Without including any pictures, return the records below exactly as written.

==*==

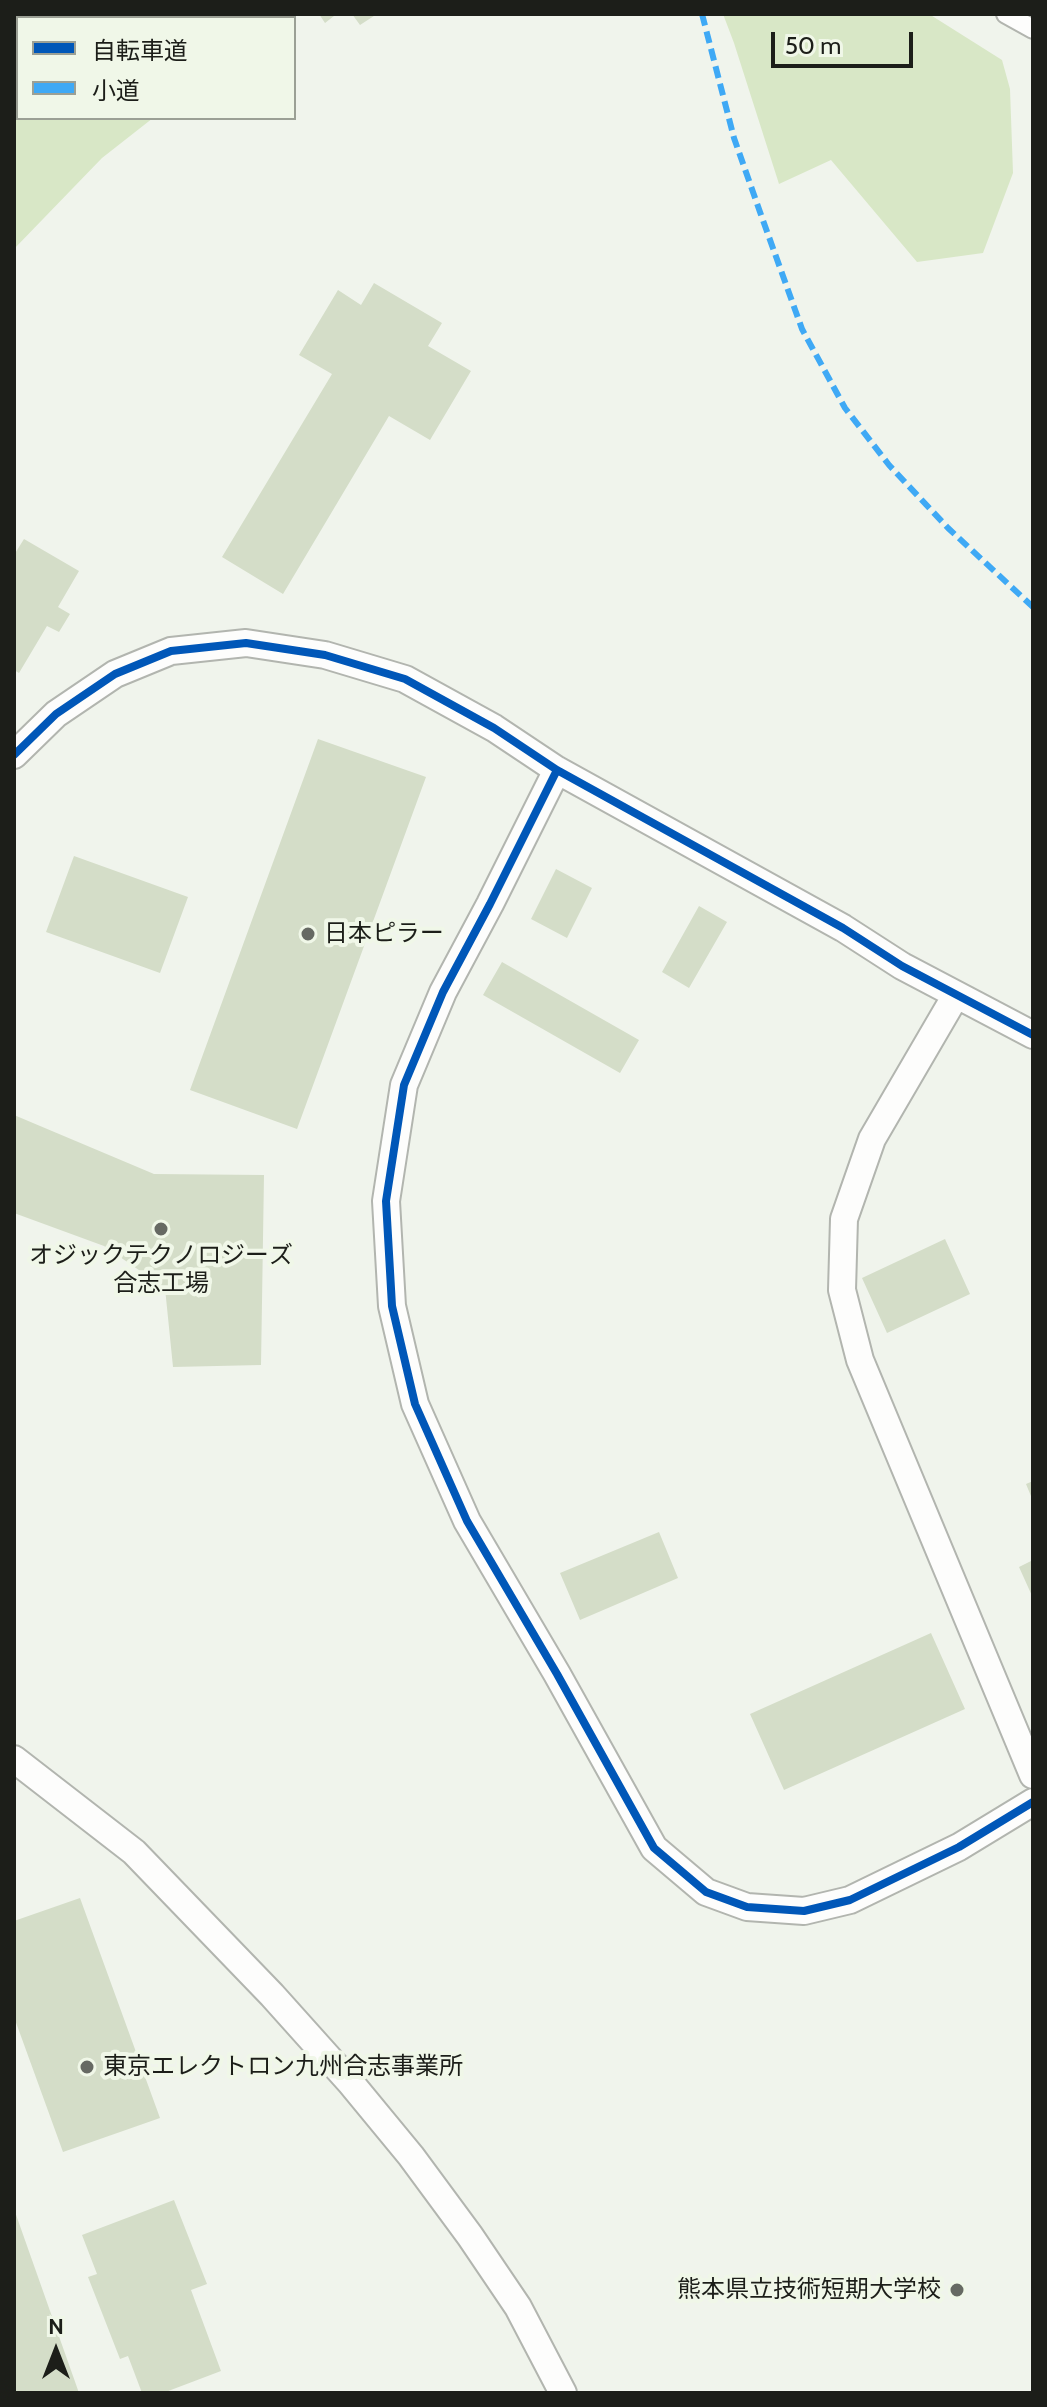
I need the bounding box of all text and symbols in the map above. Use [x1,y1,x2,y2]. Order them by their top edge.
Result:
legend [16,16,296,120]
scale bar [775,16,917,66]
text: 50 m [785,31,841,60]
text: 自転車道 [92,36,188,65]
text: 小道 [92,76,140,105]
place label: 日本ピラー [324,920,444,948]
marker: 日本ピラー [299,925,317,943]
marker: オジックテクノロジーズ 合志工場 [152,1220,170,1238]
place label: オジックテクノロジーズ 合志工場 [29,1242,293,1298]
place label: 東京エレクトロン九州合志事業所 [103,2053,463,2081]
marker: 東京エレクトロン九州合志事業所 [78,2058,96,2076]
place label: 熊本県立技術短期大学校 [677,2276,941,2304]
marker: 熊本県立技術短期大学校 [948,2281,966,2299]
north arrow [16,2311,96,2391]
text: N [48,2313,64,2340]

==*==

# Your response
I need the bounding box of all text and symbols in the map above. Use [x1,y1,x2,y2]. Order them by their top edge.
Result:
legend [16,16,296,120]
scale bar [775,16,917,66]
text: 50 m [785,31,841,60]
text: 自転車道 [92,36,188,65]
text: 小道 [92,76,140,105]
place label: 日本ピラー [324,920,444,948]
marker: 日本ピラー [299,925,317,943]
marker: オジックテクノロジーズ 合志工場 [152,1220,170,1238]
place label: オジックテクノロジーズ 合志工場 [29,1242,293,1298]
place label: 東京エレクトロン九州合志事業所 [103,2053,463,2081]
marker: 東京エレクトロン九州合志事業所 [78,2058,96,2076]
place label: 熊本県立技術短期大学校 [677,2276,941,2304]
marker: 熊本県立技術短期大学校 [948,2281,966,2299]
north arrow [16,2311,96,2391]
text: N [48,2313,64,2340]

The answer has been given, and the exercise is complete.